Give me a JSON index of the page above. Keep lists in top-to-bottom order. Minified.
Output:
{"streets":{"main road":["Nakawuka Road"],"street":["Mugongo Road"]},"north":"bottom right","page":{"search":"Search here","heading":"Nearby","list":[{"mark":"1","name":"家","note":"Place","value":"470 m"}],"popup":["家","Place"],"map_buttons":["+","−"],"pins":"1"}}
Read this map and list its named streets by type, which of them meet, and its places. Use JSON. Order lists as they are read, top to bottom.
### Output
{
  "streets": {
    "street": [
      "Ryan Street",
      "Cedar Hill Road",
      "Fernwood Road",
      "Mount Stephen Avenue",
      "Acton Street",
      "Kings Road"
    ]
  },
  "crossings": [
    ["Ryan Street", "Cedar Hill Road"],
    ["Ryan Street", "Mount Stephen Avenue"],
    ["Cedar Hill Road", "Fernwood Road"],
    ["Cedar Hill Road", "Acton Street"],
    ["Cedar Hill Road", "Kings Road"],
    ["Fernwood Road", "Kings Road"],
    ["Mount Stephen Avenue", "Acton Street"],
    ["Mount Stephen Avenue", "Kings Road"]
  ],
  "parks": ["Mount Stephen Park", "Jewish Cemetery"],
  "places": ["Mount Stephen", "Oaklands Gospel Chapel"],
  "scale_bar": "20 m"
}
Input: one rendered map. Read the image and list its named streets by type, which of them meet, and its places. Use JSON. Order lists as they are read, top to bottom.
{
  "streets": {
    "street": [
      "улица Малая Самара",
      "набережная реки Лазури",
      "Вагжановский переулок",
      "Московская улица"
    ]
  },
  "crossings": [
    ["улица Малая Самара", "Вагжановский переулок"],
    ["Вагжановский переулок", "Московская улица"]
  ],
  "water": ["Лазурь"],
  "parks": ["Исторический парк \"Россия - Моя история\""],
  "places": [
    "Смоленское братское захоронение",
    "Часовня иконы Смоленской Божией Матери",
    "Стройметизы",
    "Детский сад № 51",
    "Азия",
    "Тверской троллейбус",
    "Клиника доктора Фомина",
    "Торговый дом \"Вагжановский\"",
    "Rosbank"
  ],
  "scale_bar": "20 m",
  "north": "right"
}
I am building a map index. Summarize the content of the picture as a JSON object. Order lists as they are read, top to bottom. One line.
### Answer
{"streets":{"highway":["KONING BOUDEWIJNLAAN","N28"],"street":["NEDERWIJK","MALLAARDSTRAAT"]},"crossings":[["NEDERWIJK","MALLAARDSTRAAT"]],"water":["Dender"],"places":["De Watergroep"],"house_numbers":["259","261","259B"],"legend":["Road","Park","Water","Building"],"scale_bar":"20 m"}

• • •

**WHAT THIS TASK INVOLVES**
Of the entries above, repeat exactly the lines between the line with "Input: one rendered" and the line with "I am building", inclusive, and no others.

**RESPONSE TO THIS EXERCISE**
Input: one rendered map. Read the image and list its named streets by type, which of them meet, and its places. Use JSON. Order lists as they are read, top to bottom.
{
  "streets": {
    "street": [
      "улица Малая Самара",
      "набережная реки Лазури",
      "Вагжановский переулок",
      "Московская улица"
    ]
  },
  "crossings": [
    ["улица Малая Самара", "Вагжановский переулок"],
    ["Вагжановский переулок", "Московская улица"]
  ],
  "water": ["Лазурь"],
  "parks": ["Исторический парк \"Россия - Моя история\""],
  "places": [
    "Смоленское братское захоронение",
    "Часовня иконы Смоленской Божией Матери",
    "Стройметизы",
    "Детский сад № 51",
    "Азия",
    "Тверской троллейбус",
    "Клиника доктора Фомина",
    "Торговый дом \"Вагжановский\"",
    "Rosbank"
  ],
  "scale_bar": "20 m",
  "north": "right"
}
I am building a map index. Summarize the content of the picture as a JSON object. Order lists as they are read, top to bottom. One line.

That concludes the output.